Psalm 32:7
You are my hiding place;
you will protect me from trouble
and surround me with songs of deliverance.
Dr. Rachel Naomi Remen was one the earliest pioneers in the mind/body health field. She was one of the first doctors to develop a psychological approach to people with life-threatening illness and educate their physicians about their needs. She has written several books about her career and being a doctor of faith. In her book, “My Grandfather’s Blessing” she writes the following about an exchange she had with a colleague.
“Perhaps the most important thing we bring to another person is the silence in us. Not the sort of silence that is filled with unspoken criticism or hard withdrawal. The sort of silence that is a place of refuge, of rest, or acceptance of someone as they are. We are all hungry for this other silence. It is hard to find. In its presence we can remember something beyond the moment, a strength on which to build a life. Silence is a place of great power and healing. Silence is God’s lap.
Many things grow the silence in us, among them simply growing older. We may then become more a refuge than a rescuer, a witness to the process of life and the wisdom of acceptance.
A highly skilled AIDS doctor once told me that she keeps a picture of her grandmother in her home and sits before it for a few minutes every day before she leaves for work. Her grandmother was an Italian-born woman who held her family close. Her wisdom was of the earth. Once when Louisa was very small, her kitten was killed in an accident. It was her first experience of death and she had been devastated. Her parents had encouraged her not to be sad, telling her that the kitten was in heaven now with God. Despite these assurances, she had not been comforted. She had prayed to God, asking Him to give her kitten back. But God did not respond.

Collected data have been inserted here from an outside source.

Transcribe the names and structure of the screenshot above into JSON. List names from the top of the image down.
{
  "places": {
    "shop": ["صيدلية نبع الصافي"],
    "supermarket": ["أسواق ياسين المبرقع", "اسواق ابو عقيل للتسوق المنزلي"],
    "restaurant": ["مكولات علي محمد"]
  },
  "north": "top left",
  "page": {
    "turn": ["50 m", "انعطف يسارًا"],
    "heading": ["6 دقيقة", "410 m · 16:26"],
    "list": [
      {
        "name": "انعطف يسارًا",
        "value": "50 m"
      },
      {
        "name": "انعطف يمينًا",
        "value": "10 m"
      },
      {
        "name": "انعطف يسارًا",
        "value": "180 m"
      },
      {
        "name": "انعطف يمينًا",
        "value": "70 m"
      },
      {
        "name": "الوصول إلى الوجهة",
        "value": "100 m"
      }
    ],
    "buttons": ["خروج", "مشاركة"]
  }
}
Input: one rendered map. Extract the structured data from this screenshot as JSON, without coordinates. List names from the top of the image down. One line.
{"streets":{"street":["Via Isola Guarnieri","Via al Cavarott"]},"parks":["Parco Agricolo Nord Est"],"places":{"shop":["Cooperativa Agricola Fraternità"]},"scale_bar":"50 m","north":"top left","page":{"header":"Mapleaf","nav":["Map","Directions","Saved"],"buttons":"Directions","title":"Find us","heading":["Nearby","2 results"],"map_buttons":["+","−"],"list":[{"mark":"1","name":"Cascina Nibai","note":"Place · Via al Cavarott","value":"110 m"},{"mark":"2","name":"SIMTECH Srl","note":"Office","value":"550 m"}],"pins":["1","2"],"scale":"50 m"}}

In her anguish she had turned to her grandmother and asked ‘Why?’ Her grandmother had not told her that her kitten was in heaven as so many of the other adults had. Instead, she had simply held her and reminded her of the time when her grandfather had died. She, too, had prayed to God, but God had not brought Grandpa back. She did not know why. Louisa had turned into the soft warmth of her grandmother’s shoulder then and sobbed. When finally she was able to look up she saw that her grandmother was crying as well.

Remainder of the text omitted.